▸ **Extracted records**:

___

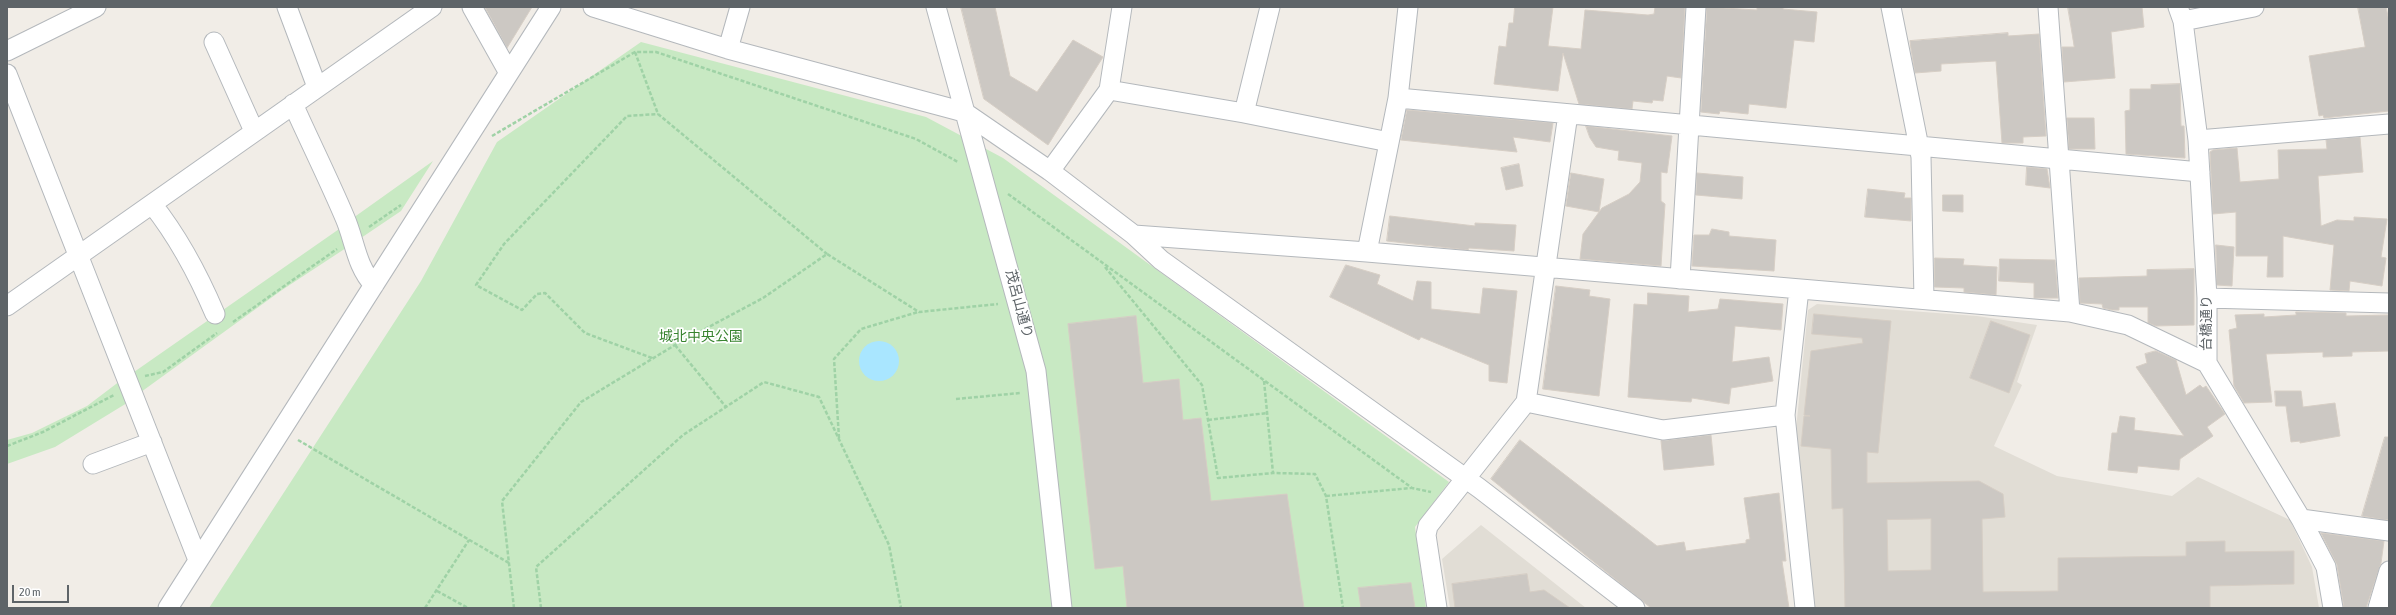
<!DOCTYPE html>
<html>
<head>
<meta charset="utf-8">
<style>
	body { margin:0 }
	#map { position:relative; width:2396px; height:615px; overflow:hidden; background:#f1ede7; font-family:"Asap Condensed",sans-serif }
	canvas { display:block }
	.frame { position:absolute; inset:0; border:8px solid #5e6468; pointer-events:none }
	.scale { position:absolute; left:12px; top:585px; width:57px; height:18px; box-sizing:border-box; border:2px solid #5e6468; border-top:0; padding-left:5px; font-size:12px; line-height:14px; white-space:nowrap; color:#5e6468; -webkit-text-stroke:3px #fff; paint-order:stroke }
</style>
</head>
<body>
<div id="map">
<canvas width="2396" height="615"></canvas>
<div class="frame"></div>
<div class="scale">20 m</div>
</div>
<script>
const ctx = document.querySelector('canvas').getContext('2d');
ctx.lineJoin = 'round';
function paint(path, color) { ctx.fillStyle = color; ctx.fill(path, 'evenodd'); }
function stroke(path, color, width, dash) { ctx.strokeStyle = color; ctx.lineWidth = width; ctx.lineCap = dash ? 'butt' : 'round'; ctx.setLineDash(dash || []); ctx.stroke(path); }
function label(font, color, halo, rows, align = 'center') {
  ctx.font = font + ' "Asap Condensed","Noto Sans JP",sans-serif'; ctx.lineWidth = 3.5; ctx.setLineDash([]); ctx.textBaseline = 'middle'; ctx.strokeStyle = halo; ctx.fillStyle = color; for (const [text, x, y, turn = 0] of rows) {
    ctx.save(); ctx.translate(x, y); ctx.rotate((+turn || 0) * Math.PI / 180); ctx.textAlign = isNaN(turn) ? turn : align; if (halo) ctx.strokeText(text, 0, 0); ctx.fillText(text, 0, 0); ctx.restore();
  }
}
paint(new Path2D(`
	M1817,304L1977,316L2037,325L2017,382L2022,385L1994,446L2057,476L2172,496L2198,477L2290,520L2312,567L2319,608H1813L1795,439L1808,310Z
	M1481,525L1586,608H1450L1442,559Z`), '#e1ddd5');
paint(new Path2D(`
	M641,42L926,117L1003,158L1449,482L1415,527L1426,608H209L421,281L497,142Z
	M433,161L401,211L358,240L353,218Z
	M342,227L346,248L282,290L141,392L134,372Z
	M120,381L127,403L55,447L7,464V440L32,433L87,406Z`), '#c8e9c3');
paint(new Path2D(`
	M859 361a20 20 0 1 1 40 0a20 20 0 1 1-40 0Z`), '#a9e6ff');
const building = new Path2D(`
	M485,7H532L507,48Z
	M961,7H995L1010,76L1037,92L1073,40L1103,57L1048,145L984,99Z
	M1515,7H1553L1548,46L1581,49L1585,10L1648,15L1654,14L1655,7H1685L1681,78L1667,76L1663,101L1653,100L1652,103L1633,101L1632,109L1579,104L1563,53L1558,91L1494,84L1499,46L1506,47L1509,23H1513Z
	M1707,7L1757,10V7H1783V9L1817,12L1814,42L1794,40L1786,108L1749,104L1748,114L1720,111L1719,114L1701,112Z
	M2068,7H2142L2144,27L2111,32L2115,78L2064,82L2062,47H2074Z
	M2358,7H2386L2389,21V111L2324,118L2323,115L2319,116L2309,56L2365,47Z
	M2008,33V36L2039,34L2046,136L2023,137V143H2002L1996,61L1941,64V71L1915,73L1911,49L1910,41Z
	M2180,84L2181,126H2184L2185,158L2126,154L2125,111L2130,110V89H2151V85Z
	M1407,110L1553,123L1550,142L1513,137L1517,152L1401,140Z
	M2067,118H2094L2095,149H2069Z
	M1586,126L1672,136L1667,173L1661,172V201L1665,204L1661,266L1580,259L1583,234L1602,208L1629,194L1640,182L1642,163L1618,160L1619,151L1596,147L1590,138Z
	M2360,137L2363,172L2318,176L2321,226L2337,220L2354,221V217L2387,219L2381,257L2386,258L2382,286L2350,281L2349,291L2330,290L2334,245L2283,236V277H2267L2268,256H2236V212L2213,214L2210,152L2213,150L2237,148L2240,182L2279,179L2278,150L2327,149L2326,140Z
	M1519,164L1523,186L1506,190L1501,168Z
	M2027,167L2047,169L2050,188L2026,185Z
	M1571,173L1604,179L1599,212L1566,206Z
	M1697,173L1743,177L1742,199L1696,195Z
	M1868,189L1905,193L1904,198H1911V221L1865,217Z
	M1943,195H1963V212L1943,211Z
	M1390,216L1475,226V223L1516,225L1514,251L1469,248L1468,250L1387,241Z
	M1712,229L1729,232V236L1776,240L1774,271L1692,266L1694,235H1709Z
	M2216,245L2234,247L2232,286L2217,285Z
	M1935,258L1964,259L1963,265L1997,267L1996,295L1964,292V288L1935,287Z
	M2000,259L2055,260L2058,298H2034V283L1999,281Z
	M1346,265L1380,275L1377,284L1413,301L1417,281L1431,282V309L1480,314L1483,288L1517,291L1507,383L1489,381V365L1421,337L1419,340L1330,297Z
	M2194,269V325L2156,326L2148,323V307H2119V310H2112L2103,308L2102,304L2080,303L2079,278L2147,276V270Z
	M1556,286L1590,290L1589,296L1610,299L1599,396L1543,389Z
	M1648,293L1689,296L1688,312L1718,309L1720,299L1783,304L1781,330L1735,326L1732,362L1769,357L1773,381L1731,388L1729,404L1692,398L1691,402L1628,397L1634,304L1647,305Z
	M2296,312L2346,313V316L2389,315V351L2352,352V356L2323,357V352L2266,354L2272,402L2244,403L2234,386L2229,330L2237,328L2235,315L2264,314V317L2296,315Z
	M1814,314L1891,321L1878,453L1867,452V483L1979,481L2003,494L2005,517L1982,519L1983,592L2058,591V558L2186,556V542L2225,541V552L2294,551V584L2210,586V608H1845L1843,508L1832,509L1831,449L1801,446L1804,416H1810L1804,415L1811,351L1863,343L1862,338L1812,334ZM1931,519V570L1888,571L1887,520Z
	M1136,316L1143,383L1179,379L1183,420L1201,418L1211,501L1287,494L1304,608H1127L1123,566L1095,569L1068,324Z
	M1991,321L2030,335L2009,393L1970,378Z
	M2156,351L2176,360L2186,395L2200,385L2203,388L2206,386L2225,414L2207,427L2213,436L2180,459L2179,470L2138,466L2137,473L2108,470L2112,433H2117L2120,416L2135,418L2134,430L2184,436L2136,367L2147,363L2145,354Z
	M2275,391H2301L2303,407L2335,403L2340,436L2300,443V441L2291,442L2286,406H2276Z
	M1711,435L1714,465L1664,470L1661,441Z
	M2385,437H2389V519L2386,520L2362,516Z
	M1520,440L1657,546L1684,542L1686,551L1746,543V540L1750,539L1744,498L1779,493L1786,561H1782L1789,608H1651L1491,479Z
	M2321,533L2384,541L2381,563L2366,608H2344L2337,565Z
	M1527,574L1530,592L1544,590L1570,608H1455L1452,584Z
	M1411,583L1415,608H1361L1358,588Z`);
paint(building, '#ccc8c3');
stroke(building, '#d6cec5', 1);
const minor = new Path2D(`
	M287,7L317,87
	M472,7L509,73
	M593,7L728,49L964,112L1050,171L1134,235L1161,260L1479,488L1635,608
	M936,7L1036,371L1062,608
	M1891,7L1921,157L1924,299
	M2048,7L2070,312
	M2178,7L2183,21L2198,140L2207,298V363L2301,519L2326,567L2333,608
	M2183,21L2254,7
	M214,42L254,131
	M728,49L740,7
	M7,51L96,7
	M7,74L198,560
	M1109,90L1244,113L1270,7
	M1398,98L2200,172
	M293,104C310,142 329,180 345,218C355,241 356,266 374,285
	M1244,113L1389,142
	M2198,140L2389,124
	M1050,171L1109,90L1122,7
	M152,204C179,238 198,274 215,314
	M1134,235L1367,252L1398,98L1408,7
	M1367,252L2070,312L2128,325L2207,363
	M1680,279L1696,7
	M1799,289L1785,415L1805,608
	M2207,298L2389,303
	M7,306L432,7
	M1526,402L1663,430L1785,415
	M93,464L152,442
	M2301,519L2389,531
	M168,608L551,7
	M1437,608L1426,535L1428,526L1526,402L1568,114
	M2378,608L2389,571`);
stroke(minor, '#b4b8bc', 21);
stroke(new Path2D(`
	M635,52L658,114L827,254
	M492,136L635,52H656L916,139L958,162
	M1008,194L1412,488L1431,492
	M369,227L401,205
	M1105,267L1202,385L1218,478L1273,473
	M233,322L337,249
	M675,345L726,407
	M652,358L585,333L545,293L537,294L522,310L476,285L504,244L627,116L658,114
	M145,376L163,372L217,333
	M1264,381L1273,473L1315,474L1326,496L1343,608
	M956,399L1020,393
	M1208,420L1267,413
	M839,438L834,359L861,329L918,312
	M298,440L509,563
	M7,446L43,432L114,395
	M1326,496L1411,488
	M437,591L468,608
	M425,608L469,540
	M514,608L502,501L581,402L675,345L763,298L827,254L919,312L998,304
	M541,608L536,567L683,435L764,382L819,397L889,545L901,608`), '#9fd2a6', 2.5, [4, 2]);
stroke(minor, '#fff', 19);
label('14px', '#5e6468', '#fff', [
	["茂呂山通り",1019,304,75],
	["台橋通り",2207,323,-90]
]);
label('14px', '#398430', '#fff', [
	["城北中央公園",701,337]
]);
</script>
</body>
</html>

___

▸ **Work task**:
Reproduce every line above that contains the string "fillStyle".

▸ **Answer to the problem**:
function paint(path, color) { ctx.fillStyle = color; ctx.fill(path, 'evenodd'); }
  ctx.font = font + ' "Asap Condensed","Noto Sans JP",sans-serif'; ctx.lineWidth = 3.5; ctx.setLineDash([]); ctx.textBaseline = 'middle'; ctx.strokeStyle = halo; ctx.fillStyle = color; for (const [text, x, y, turn = 0] of rows) {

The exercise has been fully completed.